I am reading section for 7.4 in elements of statistical learning, and I have some questions about some definitions and results in this section, and I would like to check if my understanding is correct.

1. In the definition for generalization error $$Err_T=\mathbb{E}_{X^0,Y^0}[L(Y^0,\hat{f}(X^0)|T]$$, why do we condition on training set $$T$$ if $$X^0,Y^0$$ are simply drawn from the true joint distribution? Is it just because the fit model $$\hat{f}$$ is dependent on the training set $$T$$?

2. They define in-sample error as $$Err_{in}=\frac{1}{N}\sum_{i=1}^N E_{Y^0}[L(Y_i^0,\hat{f}(x_i))|T]$$. Here, I assume $$Y_i^0~p_{Y|X}(\cdot|x_i)$$ What is the difference between $$\mathbb{E}_\mathbf{y}[Err_{in}]$$ and $$Err_{in}$$, as the latter already has an expectation over $$Y$$?

3. Finally, in the derived result $$\omega=\frac{2}{N}\sum_{i=1}^N Cov(\hat{y}_i,y_i)$$, how does this covariance even make sense as I am assuming $$y_i$$ is the training label for data point $$i$$ in the train set $$T$$, so it should just be deterministic, no? Unless we are treating the train set as a random variable here?

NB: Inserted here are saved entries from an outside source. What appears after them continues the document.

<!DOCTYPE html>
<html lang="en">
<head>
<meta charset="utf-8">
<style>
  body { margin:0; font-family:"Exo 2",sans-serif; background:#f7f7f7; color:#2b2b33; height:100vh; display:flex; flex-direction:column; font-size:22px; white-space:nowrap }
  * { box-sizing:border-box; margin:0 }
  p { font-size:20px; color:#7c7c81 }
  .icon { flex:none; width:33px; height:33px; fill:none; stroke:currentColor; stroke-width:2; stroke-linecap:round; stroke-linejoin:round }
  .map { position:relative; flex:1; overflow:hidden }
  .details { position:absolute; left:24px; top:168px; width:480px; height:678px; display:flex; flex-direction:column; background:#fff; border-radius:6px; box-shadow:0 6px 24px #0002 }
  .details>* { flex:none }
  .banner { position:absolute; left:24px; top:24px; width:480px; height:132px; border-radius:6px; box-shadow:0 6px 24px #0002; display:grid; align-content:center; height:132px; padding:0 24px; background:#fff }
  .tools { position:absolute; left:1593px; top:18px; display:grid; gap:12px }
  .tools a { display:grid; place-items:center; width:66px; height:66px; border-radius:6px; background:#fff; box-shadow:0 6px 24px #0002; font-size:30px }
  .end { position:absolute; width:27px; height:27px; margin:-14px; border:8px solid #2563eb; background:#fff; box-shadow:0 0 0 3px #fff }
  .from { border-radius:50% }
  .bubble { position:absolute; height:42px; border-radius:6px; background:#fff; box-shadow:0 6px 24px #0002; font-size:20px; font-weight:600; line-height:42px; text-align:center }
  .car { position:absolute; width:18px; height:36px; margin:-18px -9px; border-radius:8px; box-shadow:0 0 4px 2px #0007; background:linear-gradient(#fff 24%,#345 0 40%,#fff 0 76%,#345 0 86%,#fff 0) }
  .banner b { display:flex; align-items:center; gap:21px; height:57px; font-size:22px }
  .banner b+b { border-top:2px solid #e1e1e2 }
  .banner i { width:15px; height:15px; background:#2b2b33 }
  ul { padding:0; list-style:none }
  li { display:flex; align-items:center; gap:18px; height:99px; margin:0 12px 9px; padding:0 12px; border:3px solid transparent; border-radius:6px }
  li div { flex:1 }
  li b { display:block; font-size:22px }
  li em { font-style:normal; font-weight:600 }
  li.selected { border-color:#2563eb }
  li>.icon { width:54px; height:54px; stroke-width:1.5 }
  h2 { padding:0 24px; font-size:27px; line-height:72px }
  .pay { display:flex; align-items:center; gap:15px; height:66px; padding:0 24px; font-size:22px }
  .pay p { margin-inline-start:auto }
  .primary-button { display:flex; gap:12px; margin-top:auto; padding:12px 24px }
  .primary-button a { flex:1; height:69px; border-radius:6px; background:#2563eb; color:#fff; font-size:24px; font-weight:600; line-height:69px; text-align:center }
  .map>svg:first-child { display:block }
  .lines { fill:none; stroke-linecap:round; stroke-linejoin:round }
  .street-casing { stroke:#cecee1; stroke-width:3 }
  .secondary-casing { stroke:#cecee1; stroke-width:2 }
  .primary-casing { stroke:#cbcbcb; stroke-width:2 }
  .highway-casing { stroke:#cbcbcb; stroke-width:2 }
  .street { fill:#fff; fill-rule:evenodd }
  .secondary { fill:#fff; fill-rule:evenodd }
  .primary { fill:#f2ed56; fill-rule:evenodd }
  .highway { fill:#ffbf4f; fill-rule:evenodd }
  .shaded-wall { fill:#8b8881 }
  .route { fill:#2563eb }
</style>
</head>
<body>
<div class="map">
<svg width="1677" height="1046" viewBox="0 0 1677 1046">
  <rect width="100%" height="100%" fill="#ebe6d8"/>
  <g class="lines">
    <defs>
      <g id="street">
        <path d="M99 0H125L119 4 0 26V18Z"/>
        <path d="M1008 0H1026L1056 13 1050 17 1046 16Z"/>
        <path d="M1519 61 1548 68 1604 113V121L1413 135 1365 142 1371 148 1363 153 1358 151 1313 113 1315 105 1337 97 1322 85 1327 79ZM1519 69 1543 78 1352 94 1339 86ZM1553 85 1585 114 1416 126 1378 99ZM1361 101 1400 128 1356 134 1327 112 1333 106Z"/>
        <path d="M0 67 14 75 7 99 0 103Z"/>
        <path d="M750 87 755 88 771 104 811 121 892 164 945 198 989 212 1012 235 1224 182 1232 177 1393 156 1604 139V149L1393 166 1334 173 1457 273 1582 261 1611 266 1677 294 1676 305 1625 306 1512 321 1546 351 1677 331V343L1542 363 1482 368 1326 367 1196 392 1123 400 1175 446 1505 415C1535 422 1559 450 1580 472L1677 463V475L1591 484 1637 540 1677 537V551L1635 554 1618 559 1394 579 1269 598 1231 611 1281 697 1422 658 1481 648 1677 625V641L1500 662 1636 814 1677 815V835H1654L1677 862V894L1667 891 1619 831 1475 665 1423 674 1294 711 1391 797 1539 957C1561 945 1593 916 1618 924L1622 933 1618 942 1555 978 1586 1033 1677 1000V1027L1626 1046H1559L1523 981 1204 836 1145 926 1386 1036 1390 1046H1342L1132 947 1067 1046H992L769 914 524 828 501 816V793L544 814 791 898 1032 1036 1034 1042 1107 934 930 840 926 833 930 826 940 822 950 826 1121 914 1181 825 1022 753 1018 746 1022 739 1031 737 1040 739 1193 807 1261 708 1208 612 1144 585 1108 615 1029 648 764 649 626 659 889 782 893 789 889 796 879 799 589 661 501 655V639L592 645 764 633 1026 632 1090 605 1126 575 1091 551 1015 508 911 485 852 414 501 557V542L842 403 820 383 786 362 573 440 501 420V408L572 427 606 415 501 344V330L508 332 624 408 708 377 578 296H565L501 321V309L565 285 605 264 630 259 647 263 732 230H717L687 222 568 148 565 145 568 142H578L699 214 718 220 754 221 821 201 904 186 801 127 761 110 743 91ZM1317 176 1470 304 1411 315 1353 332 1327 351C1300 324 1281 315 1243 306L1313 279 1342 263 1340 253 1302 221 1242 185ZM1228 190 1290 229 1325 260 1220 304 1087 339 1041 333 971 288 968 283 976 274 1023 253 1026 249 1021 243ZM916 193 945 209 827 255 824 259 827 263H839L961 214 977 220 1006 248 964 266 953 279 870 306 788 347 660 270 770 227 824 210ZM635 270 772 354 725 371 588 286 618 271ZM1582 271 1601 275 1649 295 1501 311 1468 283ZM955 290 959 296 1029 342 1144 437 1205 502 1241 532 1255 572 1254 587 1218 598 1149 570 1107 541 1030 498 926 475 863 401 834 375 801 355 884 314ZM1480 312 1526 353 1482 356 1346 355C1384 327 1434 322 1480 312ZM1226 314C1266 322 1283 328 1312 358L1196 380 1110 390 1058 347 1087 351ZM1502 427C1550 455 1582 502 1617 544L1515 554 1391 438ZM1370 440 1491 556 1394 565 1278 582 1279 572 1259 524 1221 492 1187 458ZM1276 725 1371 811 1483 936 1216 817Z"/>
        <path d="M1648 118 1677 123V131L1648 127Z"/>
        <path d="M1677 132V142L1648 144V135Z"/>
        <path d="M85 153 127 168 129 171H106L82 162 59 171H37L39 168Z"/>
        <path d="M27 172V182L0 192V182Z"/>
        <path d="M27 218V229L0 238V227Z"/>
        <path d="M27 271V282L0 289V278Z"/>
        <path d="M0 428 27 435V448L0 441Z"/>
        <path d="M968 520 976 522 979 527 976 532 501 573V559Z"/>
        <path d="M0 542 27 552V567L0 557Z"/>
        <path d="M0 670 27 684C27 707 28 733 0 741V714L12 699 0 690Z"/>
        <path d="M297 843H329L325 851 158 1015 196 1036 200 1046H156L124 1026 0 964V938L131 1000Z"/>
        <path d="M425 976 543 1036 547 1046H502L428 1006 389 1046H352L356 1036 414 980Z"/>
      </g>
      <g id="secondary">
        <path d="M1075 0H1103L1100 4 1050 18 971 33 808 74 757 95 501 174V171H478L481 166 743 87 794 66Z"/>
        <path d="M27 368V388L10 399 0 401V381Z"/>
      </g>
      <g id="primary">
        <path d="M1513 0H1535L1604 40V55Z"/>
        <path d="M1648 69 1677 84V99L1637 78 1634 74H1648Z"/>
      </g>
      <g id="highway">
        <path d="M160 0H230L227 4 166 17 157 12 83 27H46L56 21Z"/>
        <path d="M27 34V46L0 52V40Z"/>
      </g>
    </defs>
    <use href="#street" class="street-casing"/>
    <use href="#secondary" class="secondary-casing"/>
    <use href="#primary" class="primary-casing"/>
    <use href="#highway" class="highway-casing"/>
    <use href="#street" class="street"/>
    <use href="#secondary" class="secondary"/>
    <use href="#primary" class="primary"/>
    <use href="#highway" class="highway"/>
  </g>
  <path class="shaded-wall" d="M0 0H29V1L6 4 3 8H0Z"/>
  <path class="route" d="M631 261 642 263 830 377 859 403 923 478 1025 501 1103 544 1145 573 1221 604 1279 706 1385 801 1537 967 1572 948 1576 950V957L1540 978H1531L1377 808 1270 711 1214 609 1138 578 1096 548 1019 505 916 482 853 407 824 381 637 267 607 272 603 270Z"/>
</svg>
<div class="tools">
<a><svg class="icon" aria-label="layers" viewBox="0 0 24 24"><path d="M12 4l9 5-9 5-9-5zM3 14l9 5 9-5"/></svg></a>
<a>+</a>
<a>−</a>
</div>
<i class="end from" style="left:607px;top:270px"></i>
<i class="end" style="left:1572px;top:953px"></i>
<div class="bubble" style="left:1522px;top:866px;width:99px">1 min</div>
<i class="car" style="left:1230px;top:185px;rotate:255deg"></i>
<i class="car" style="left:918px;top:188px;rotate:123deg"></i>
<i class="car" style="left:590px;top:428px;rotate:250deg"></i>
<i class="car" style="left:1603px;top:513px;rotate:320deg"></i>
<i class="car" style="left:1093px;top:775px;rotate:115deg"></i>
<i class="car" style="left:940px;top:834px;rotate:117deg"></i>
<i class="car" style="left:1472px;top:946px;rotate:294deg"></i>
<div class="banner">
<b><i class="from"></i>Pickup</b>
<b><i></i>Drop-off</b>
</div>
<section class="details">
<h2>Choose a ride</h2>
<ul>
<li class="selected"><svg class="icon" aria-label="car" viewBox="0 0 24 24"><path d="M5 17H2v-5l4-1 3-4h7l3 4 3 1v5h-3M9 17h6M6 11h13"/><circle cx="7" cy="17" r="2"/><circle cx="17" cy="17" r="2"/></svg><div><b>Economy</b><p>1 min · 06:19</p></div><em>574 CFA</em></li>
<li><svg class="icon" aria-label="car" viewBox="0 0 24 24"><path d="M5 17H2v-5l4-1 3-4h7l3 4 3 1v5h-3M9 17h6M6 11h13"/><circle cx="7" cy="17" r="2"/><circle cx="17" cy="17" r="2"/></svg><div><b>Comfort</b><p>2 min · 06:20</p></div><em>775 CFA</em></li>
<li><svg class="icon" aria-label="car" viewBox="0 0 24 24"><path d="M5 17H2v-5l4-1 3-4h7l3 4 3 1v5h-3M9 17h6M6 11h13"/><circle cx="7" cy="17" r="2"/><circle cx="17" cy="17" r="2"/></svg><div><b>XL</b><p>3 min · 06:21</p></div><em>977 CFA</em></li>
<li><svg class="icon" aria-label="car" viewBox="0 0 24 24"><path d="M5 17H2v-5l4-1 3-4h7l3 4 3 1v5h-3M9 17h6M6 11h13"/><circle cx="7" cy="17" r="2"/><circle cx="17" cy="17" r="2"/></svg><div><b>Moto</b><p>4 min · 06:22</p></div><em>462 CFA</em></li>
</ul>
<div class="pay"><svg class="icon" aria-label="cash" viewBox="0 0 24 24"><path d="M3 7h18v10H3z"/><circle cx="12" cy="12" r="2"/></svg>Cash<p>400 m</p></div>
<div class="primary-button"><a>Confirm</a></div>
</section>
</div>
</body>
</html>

1. Yes, $$\hat f$$ is random because $$\hat f$$ is a function of the training set. The generalisation error is also a function of $$T$$: a 'good' training set might give you lower generalisation error
2. The book defines $$E_{\bf y}$$ as the expectation over the outcome variable in the training set, fixing the predictors in the training set. If you're using version 2 of the book, it's after equation 7.20. If you're using version 1 you should look for version 2, which is free now. This section has a footnote Indeed, in the first edition of our book, this section wasn’t sufficiently clear [about what is fixed and what is random]
• Thanks for the answer. I am still a little confused about point 2. Namely, $Err_{in}$ does not depend at all on the true outcome variable $y_i$'s, only the true (fixed) predictors $x_i$'s, and new variable $Y_i^0$'s, which are independent of all other randomness in the setting. So why is it not true that $\mathbb{E}_{\mathbf{y}}[Err_{in}]=Err_{in}$? Or am I misunderstanding something?